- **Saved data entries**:
•••••

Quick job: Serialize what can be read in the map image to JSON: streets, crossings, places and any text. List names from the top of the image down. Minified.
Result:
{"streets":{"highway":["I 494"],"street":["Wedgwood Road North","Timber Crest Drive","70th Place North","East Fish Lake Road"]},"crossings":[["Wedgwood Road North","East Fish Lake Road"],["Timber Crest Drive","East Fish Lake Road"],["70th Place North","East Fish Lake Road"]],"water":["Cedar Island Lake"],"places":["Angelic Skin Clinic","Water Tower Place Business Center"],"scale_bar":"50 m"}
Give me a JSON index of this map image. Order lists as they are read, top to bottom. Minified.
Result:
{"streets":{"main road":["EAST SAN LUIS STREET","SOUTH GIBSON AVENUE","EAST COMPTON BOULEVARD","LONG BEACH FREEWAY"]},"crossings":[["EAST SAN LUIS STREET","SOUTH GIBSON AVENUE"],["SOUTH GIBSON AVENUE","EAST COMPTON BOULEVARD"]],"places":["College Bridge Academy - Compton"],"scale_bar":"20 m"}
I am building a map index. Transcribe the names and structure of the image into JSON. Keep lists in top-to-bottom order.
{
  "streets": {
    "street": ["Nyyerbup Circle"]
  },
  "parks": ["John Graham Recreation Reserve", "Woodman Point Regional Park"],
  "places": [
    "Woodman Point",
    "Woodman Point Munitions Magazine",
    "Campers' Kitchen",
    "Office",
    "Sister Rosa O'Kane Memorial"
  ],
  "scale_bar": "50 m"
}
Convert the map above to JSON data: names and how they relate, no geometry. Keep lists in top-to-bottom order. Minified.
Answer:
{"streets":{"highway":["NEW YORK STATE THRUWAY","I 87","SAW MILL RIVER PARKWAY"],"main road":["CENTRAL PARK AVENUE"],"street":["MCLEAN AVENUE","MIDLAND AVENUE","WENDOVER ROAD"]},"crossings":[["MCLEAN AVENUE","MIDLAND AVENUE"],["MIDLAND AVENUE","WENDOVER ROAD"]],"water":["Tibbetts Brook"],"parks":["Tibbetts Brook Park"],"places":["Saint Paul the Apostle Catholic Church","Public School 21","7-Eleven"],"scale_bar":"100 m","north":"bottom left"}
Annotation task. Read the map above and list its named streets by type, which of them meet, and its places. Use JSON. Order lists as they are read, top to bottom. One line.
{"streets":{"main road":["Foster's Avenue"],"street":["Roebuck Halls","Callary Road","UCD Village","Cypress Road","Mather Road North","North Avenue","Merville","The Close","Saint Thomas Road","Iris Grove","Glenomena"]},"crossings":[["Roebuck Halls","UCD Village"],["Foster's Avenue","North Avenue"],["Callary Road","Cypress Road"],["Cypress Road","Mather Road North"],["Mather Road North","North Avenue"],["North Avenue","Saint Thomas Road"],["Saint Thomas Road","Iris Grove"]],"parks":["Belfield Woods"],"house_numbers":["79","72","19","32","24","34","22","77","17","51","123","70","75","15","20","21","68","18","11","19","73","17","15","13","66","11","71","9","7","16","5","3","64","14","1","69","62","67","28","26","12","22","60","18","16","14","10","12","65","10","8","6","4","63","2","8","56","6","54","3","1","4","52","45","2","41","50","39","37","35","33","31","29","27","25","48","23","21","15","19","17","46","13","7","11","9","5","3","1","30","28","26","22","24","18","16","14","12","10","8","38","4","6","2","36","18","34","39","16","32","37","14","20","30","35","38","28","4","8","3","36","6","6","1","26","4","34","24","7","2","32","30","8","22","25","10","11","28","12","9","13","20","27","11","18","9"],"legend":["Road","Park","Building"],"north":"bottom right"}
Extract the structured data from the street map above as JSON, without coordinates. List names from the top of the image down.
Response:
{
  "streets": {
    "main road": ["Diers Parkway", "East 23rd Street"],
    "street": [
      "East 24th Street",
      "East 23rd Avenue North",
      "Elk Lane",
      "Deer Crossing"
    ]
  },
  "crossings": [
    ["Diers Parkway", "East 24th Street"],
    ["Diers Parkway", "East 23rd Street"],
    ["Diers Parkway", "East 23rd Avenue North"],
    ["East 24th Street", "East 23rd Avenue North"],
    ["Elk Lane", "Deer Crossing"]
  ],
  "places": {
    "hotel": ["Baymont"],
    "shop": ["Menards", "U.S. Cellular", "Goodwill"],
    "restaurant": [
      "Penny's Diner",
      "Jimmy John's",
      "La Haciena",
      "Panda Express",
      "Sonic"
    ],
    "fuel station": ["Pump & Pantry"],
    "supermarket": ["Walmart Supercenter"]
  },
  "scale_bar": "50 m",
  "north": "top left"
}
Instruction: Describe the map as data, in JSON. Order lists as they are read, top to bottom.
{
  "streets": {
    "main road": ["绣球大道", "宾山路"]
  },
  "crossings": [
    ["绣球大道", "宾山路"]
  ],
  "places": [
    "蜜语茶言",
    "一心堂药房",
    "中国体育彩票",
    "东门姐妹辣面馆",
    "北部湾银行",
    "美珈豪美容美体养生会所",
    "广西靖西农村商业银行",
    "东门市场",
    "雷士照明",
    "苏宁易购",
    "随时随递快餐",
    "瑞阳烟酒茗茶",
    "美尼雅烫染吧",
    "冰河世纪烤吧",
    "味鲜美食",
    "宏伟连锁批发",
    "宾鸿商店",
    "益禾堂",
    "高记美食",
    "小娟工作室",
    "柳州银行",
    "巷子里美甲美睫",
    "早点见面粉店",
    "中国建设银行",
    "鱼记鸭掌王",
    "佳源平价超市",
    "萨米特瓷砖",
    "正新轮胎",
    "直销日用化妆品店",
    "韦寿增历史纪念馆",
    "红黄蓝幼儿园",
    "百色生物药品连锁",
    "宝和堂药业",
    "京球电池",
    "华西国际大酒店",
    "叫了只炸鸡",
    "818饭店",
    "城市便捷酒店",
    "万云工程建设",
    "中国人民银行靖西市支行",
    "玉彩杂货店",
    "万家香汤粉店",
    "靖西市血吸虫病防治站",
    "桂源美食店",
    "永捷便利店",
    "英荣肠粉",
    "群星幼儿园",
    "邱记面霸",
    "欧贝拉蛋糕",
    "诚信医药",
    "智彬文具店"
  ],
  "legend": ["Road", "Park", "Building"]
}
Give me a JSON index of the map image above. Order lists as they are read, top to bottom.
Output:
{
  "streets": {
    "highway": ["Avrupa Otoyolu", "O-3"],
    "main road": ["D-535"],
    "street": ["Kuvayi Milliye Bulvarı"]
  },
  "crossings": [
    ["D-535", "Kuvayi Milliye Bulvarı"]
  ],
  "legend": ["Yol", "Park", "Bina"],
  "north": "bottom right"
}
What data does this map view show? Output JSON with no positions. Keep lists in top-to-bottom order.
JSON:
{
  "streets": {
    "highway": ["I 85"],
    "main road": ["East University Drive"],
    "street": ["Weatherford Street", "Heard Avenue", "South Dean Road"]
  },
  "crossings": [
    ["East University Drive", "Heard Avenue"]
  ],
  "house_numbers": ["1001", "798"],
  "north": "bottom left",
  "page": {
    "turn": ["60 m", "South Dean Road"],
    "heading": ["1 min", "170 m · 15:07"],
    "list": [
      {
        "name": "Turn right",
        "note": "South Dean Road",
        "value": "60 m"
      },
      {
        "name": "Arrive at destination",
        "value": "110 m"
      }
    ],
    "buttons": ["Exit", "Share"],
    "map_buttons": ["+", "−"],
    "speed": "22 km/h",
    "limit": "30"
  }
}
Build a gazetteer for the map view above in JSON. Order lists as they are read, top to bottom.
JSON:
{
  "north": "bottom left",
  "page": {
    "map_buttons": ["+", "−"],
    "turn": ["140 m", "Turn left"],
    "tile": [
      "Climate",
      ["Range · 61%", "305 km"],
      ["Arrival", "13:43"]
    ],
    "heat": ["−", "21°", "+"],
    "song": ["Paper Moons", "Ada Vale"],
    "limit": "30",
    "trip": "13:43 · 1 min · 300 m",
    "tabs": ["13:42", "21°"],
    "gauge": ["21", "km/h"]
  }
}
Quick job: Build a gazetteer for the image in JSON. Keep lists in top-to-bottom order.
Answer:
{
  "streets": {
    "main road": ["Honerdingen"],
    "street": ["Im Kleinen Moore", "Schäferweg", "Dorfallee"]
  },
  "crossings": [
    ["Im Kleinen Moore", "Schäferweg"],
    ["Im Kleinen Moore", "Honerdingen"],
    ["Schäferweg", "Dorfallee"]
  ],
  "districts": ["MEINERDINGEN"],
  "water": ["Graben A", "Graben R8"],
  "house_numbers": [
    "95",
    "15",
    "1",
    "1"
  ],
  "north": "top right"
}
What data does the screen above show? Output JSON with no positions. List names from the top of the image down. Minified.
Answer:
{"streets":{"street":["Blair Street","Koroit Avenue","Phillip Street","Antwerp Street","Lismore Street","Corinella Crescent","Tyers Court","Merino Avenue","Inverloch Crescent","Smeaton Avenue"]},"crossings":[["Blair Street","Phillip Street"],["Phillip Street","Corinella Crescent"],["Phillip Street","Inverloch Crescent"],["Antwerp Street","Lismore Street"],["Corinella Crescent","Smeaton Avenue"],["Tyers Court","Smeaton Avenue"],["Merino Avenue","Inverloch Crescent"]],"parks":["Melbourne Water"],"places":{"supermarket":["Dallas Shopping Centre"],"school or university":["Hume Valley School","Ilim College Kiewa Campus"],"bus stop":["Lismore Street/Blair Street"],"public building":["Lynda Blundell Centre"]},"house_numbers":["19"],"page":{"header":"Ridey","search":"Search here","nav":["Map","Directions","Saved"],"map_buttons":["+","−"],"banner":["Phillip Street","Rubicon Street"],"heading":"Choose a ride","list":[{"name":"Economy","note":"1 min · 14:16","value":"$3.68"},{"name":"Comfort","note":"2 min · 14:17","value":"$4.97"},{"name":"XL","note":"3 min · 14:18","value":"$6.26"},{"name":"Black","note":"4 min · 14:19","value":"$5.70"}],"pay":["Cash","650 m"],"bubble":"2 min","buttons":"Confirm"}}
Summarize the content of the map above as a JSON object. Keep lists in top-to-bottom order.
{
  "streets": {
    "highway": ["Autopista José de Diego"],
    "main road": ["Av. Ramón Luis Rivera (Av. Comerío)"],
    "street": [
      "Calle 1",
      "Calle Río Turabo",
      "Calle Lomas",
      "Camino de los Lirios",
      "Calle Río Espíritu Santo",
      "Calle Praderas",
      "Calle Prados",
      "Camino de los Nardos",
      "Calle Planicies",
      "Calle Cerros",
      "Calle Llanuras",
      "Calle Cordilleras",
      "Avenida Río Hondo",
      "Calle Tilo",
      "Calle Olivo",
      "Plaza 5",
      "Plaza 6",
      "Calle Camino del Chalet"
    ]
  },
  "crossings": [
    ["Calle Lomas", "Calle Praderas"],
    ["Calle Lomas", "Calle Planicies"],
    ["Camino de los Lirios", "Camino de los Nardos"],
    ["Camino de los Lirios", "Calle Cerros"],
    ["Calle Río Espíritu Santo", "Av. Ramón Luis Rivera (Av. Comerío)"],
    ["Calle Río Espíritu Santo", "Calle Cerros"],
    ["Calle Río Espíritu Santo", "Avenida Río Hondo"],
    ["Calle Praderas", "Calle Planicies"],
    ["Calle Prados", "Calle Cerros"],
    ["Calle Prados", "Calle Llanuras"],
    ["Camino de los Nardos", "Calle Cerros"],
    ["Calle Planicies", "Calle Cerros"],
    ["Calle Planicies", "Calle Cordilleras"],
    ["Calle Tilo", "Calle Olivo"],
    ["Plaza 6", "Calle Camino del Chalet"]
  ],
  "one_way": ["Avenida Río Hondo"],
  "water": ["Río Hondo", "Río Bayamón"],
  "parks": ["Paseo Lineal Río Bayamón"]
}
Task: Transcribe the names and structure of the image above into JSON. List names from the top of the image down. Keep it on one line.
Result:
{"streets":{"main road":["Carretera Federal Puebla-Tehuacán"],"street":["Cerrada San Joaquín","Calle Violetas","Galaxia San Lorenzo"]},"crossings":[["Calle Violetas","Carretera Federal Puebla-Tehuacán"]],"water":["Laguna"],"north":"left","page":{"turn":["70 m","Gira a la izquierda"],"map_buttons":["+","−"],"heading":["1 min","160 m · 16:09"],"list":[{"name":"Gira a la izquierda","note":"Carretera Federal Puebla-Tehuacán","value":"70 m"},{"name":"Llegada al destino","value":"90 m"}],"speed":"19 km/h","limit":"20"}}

•••••

Once you have found every line above holding the word "show", copy those lines.

What data does this map view show? Output JSON with no positions. Keep lists in top-to-bottom order.
What data does the screen above show? Output JSON with no positions. List names from the top of the image down. Minified.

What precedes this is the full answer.